There is an information board on the Yarra River viaduct. The text reads:
The Yarra River brick and steel viaduct was built for double tracks (though only one was ever laid) and has three brick and two stone piers between its abutments. These support four 110-foot (34-metre) steel spans, three over the land and one over the Yarra. The brickwork has bluestone footings and there are stone cappings to the piers. Work on this bridge over the Yarra at Alphington commenced in February 1889, but was not completed and tested until November 1890, later in the same year that the Oakleigh to Camberwell sections were opened. Delays on this bridge were a contributing factor to the later opening of the northern portion of the Outer Circle line in March 1891.
John (later Sir John) Monash, the engineer in charge of the Outer Circle line construction, had a narrow escape during the building of the Yarra viaduct. He was supervising the lifting of heavy stones on the bridge works when a rope snapped and a huge stone dropped close to this head. He recorded the incident in his diary saying: " I seemed to live over all my life in a flash...By good luck I was paralysed with a moment's hesitation; had I moved a step it would have been all over with me". A mason had his hand crushed in the accident.

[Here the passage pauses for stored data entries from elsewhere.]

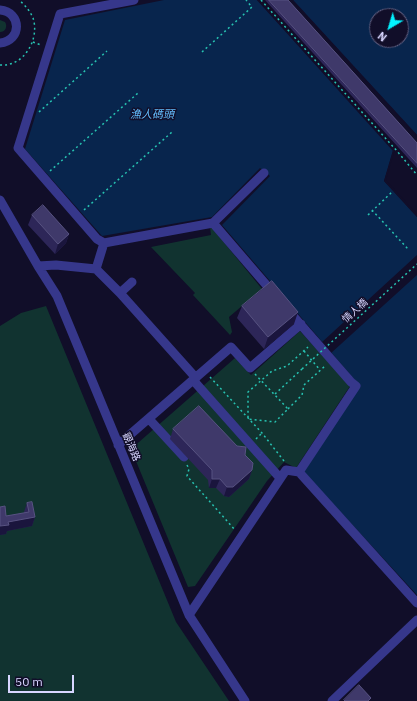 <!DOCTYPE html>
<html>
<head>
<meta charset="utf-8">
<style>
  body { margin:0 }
  #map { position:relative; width:417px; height:701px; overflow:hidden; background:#110e29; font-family:"IBM Plex Sans",sans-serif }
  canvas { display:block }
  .north { position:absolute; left:369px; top:8px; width:40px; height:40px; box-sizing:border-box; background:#110e29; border:1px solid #615e7f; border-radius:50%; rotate:218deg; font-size:11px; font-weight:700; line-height:16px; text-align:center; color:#d8d6ff }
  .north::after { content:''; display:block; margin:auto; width:14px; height:18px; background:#02f3ff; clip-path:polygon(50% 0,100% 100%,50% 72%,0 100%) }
  .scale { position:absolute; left:8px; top:675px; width:66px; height:18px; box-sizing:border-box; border:2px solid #d8d6ff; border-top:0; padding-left:5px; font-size:12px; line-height:14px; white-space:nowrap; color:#d8d6ff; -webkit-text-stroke:3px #110e29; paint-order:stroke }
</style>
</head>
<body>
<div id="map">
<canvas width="417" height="701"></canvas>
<div class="north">N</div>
<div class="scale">50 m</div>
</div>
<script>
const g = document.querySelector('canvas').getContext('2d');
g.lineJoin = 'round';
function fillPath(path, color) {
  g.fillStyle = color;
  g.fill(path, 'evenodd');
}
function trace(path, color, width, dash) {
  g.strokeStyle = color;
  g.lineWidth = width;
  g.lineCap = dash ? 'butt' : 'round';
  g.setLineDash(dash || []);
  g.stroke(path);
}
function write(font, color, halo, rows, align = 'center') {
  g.font = font + ' "IBM Plex Sans","Noto Sans TC",sans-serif';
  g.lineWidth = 3;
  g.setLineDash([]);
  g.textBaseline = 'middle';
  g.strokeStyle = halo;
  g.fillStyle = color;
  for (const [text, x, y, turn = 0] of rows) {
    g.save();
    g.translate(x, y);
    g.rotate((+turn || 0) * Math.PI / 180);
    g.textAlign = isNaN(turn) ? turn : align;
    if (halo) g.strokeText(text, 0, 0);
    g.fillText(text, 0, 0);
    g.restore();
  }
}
fillPath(new Path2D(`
  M0,20L5,22C8,27 5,32 0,32Z
  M210,227L213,229L262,289L229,317L232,332L230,335L193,295L195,293L151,247L211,235Z
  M46,306L176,622L229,701H0V326L21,313Z
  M300,331L350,386L296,468L284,462L267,481L195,586L188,587L131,449L235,358L251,375Z`), '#113330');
fillPath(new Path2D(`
  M164,0H257L393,151L384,181L417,217V595L302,470L360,386L222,225L270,176L260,168L212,217L102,236L25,149L65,20Z
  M293,0H417V135ZM377,16H401V40H377Z`), '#08254d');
fillPath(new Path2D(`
  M257,0H259L395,149L386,180L417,214V217L384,181L393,150Z
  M291,0H293L417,135V137Z
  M417,255V275L330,354L321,343Z`), '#110e29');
trace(new Path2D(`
  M261,0L397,151L417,175
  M33,42L41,45
  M202,52L252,7L246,0
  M0,65C24,67 40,39 33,18C30,11 25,5 19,0
  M39,112L107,51
  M50,171L138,93
  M84,210L172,132
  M372,210L408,249
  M368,215L393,191
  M304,351L320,370
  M255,374C266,386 277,397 288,409L275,422L248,419V392L272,371L287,366L308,347
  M210,377L262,433L284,461
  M275,394L302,369
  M288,409L302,395L304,385L325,366
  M256,439L262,433
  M187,465L189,469L187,476L235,530`), '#27c2b1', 1.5, [2, 3]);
trace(new Path2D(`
  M134,0L60,14L18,148L97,239L104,243L213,223L264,173
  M0,10C22,12 22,41 0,43
  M0,200L38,266L57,296L189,615L245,701
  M213,223L275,295
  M38,266L56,265L96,269L120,293L196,378
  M96,269L104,243
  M120,293L132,282
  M287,309L351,382L356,386L299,472L417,603
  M193,380L280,478
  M149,419L184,457
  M118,445L231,347L250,368L301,324
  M189,615L286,470L299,472
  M332,701L417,620`), '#36378b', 9);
trace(new Path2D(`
  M302,369L417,264`), '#27c2b1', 1.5, [2, 3]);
fillPath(new Path2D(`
  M265,0H288L417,143V168Z
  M32,215L69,234L66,243L55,254L28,225Z
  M242,306L294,324L264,349L237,318Z
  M173,429L245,455L252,470L249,479L229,497L224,496L216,488H209L208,480L170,439Z
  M27,503L35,517L32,526L7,531L6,534L0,535V507L6,516L24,513V512Z`), '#2d2658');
fillPath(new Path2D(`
  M69,234L66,243L55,254L58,244Z
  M298,312L294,324L264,349L268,337Z
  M252,470L249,479L229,497L224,496L227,487Z
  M212,479H220L216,488H209Z
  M35,517L32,526L7,531L6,534L0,535V526L8,522Z`), '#1a153d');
const building = new Path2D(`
  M269,0H288L417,143V163Z
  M43,205L69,234L58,244L32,215Z
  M272,281L298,312L268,337L242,306Z
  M199,406L237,446L246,447L245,455L253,463L252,470L233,487H227L220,479H212V470L173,429Z
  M32,502L35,517L8,522L9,525L0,526V507L5,506L6,516L29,512L27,503Z
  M359,685L371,698L368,701H345L344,700Z`);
fillPath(building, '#3f396a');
trace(building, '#575281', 1);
write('10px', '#d8d6ff', '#110e29', [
  ["情人橋",355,311,-42],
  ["觀海路",131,447,67]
]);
write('italic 11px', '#64bfff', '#110e29', [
  ["漁人碼頭",152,115]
]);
</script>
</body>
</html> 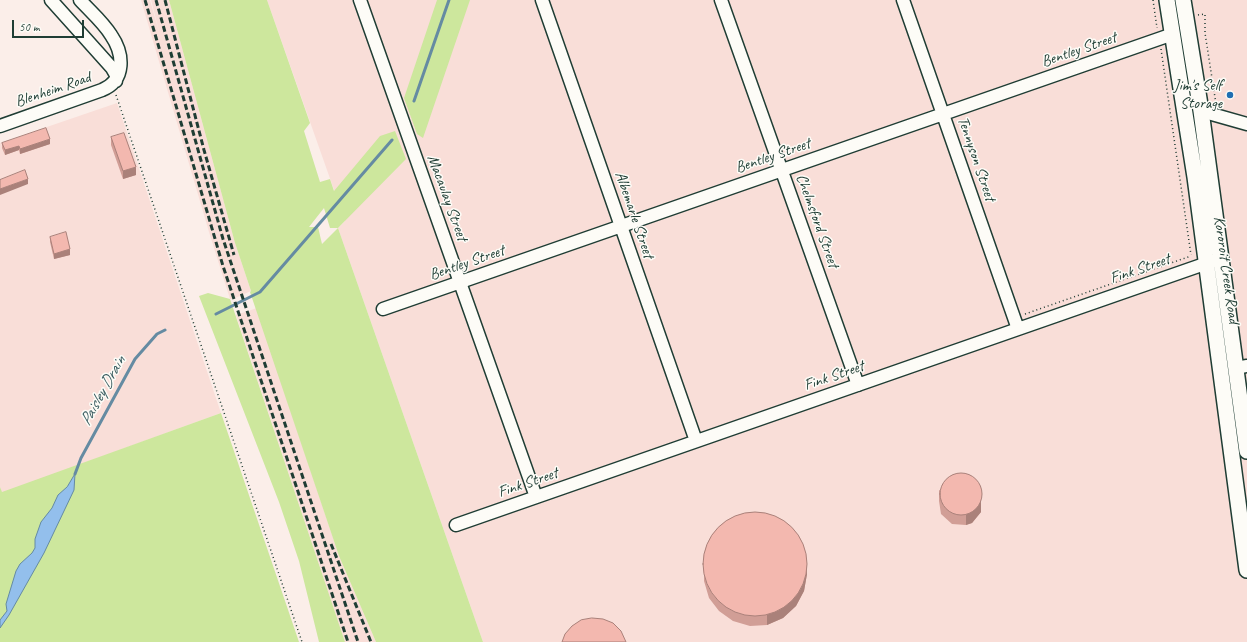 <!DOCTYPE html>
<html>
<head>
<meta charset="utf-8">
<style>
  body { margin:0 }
  #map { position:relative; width:1247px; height:642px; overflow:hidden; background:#fbeee9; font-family:Caveat,sans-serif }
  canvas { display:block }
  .scale { position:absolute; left:12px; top:20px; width:72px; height:18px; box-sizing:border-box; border:2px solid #1f3d34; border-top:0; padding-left:5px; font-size:12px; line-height:14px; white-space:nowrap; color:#1f3d34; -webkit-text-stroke:3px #fdfcf7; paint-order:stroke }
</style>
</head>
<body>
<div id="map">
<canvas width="1247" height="642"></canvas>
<div class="scale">50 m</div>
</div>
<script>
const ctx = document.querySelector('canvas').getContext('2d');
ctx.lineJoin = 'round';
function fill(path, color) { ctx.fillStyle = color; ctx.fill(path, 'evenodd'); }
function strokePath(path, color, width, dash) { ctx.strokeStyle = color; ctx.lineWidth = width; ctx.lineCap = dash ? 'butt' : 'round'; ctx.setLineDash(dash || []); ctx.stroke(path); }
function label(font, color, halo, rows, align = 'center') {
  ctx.font = font + ' Caveat,sans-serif'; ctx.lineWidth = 3; ctx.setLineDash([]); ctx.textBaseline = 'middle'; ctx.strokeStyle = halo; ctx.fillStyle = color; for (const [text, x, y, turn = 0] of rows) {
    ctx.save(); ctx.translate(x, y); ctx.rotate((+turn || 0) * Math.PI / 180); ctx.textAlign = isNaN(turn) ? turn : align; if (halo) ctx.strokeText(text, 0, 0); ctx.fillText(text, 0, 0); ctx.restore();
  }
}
fill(new Path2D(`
  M141,0H150L160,35L151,0H169L235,243L251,291L233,299H230L209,232Z
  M267,0H1247V642H483L338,228L345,221Z
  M117,103L221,413L2,493L0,487V143Z
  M257,308L339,556L376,642H345L236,315Z`), '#f9ded8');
fill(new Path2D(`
  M169,0H267L310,123L304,131L320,182L330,179L334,191L380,136L395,131L406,159L338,228L483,642H376L339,556L250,292L251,291L235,243ZM324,208L330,228H338L322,244L318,227H309Z
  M437,0H470L423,138L417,134L404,98Z
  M208,293L230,299L345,642H319L299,561L279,502L199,296Z
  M221,413L299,642H0V487L2,492Z`), '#cde79d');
const water = new Path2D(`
  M75,474L74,490L44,553L9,615L0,628V620L7,611L6,604L16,571L20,564L32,553L35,548V539L41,522L52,508L58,495L67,487Z`);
fill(water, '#93bfec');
strokePath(water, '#658ba2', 1);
strokePath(new Path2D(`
  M414,101L449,0
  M216,314L260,292L392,140
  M75,474L81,458L135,359L157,334L165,330`), '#658ba2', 3);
const minor = new Path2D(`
  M51,0L112,68L116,75V81
  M360,0L536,497
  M542,0L696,441
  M721,0L858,385
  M903,0L1018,329
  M1201,111L1247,124
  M0,126L102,90C126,80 124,54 111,35C103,22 90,11 80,0
  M383,309L1173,34
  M1236,368L1247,366
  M456,525L1213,261`);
const major = new Path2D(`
  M1167,0L1195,177L1247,570
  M1183,0L1201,111L1247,451`);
strokePath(minor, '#1f3d34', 15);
strokePath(major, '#1f3d34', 18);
strokePath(new Path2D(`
  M1153,0L1157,28
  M1198,15L1205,14V33L1216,104
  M1161,49L1191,255
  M116,95L302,642
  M1025,314L1191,256`), '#1f3d34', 1.5, [1, 3]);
strokePath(minor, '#fdfcf7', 12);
strokePath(major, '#fdfcf7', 15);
strokePath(new Path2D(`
  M145,0L223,266L348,642
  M156,0L223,239L358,642
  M165,0L204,150L234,255
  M331,544L371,642`), '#1f3d34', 3, [6, 3]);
fill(new Path2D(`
  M111,137L136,175L123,179L111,145Z
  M2,143L50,144L20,154L19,150L5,155L2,148Z
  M50,237L70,255L54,259L50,242Z
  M939,490L981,512L972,523L966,525L952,524L941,514L939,501Z
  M704,554L807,574L804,591L796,606L783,618L767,625L750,626L733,621L719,611L709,598L704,581Z`), '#d19e96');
fill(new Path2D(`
  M50,139V144L20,154V149Z
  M19,146V150L5,155V150Z
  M136,167V175L123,179V171Z
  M28,179V184L0,195V189Z
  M70,249V255L54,259V254Z
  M981,487V512L972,523L966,525V515Z
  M807,564V574L804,591L796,606L783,618L767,625V614Z`), '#aa817a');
const building = new Path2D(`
  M46,128L50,139L20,149L19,146L5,150L2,143Z
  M124,133L136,167L123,171L111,137Z
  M25,170L28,179L0,189V180Z
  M66,232L70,249L54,254L50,237Z
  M940 494a21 21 0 1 1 42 0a21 21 0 1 1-42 0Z
  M703 564a52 52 0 1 1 104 0a52 52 0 1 1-104 0Z
  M592,618L603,619L613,623L621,631L626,642H562L565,634L572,626L581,620Z`);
fill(building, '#f3b8af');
strokePath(building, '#aa817a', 1);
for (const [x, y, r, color] of [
  [1230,95,4,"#1f6fb2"]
]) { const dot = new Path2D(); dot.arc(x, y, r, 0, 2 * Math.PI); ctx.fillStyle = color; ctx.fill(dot); strokePath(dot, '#fdfcf7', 1.5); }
label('16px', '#1f3d34', '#fdfcf7', [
  ["Bentley Street",1079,50,-19],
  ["Blenheim Road",53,90,-19],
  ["Bentley Street",773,156,-19],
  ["Tennyson Street",976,159,71],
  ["Macaulay Street",447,198,70],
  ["Albemarle Street",634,215,71],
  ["Chelmsford Street",817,221,70],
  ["Bentley Street",467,263,-19],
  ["Fink Street",1140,269,-19],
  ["Kororoit Creek Road",1226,270,82],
  ["Fink Street",834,376,-19],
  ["Fink Street",528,483,-19]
]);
label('16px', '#1f3d34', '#fdfcf7', [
  ["Jim's Self",1222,86],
  ["Storage",1222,104]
], 'right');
label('italic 17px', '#3c5e62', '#fdfcf7', [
  ["Paisley Drain",103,391,-61]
]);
</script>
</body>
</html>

The section of the Outer Circle line from Riversdale to Fairfield Park was officially closed on 12 April 1893. To obtain filling for the Collingwood to Jolimont line in 1900, it was reopened temporarily and became the site of the only fatal accident on the line when a train of 16 trucks carrying 52 labourers was derailed and three men were killed. The line was reopened in 1919 from Fairfield Park for goods traffic to the Australian Paper Mill and this portion closed in approximately 1996, though the line can still be seen cutting across Heidelberg Road. To allow for the building of the Chandler Highway, the line from the bridge to Princess Street, Kew was dismantled in 1930 and the bridge has been used for vehicular traffic since.
This area can be combined to form a continuous walk, with some short on leash sections to cross roads. These sections run from Argyle Road to Princess Street (a total of 2.8 km).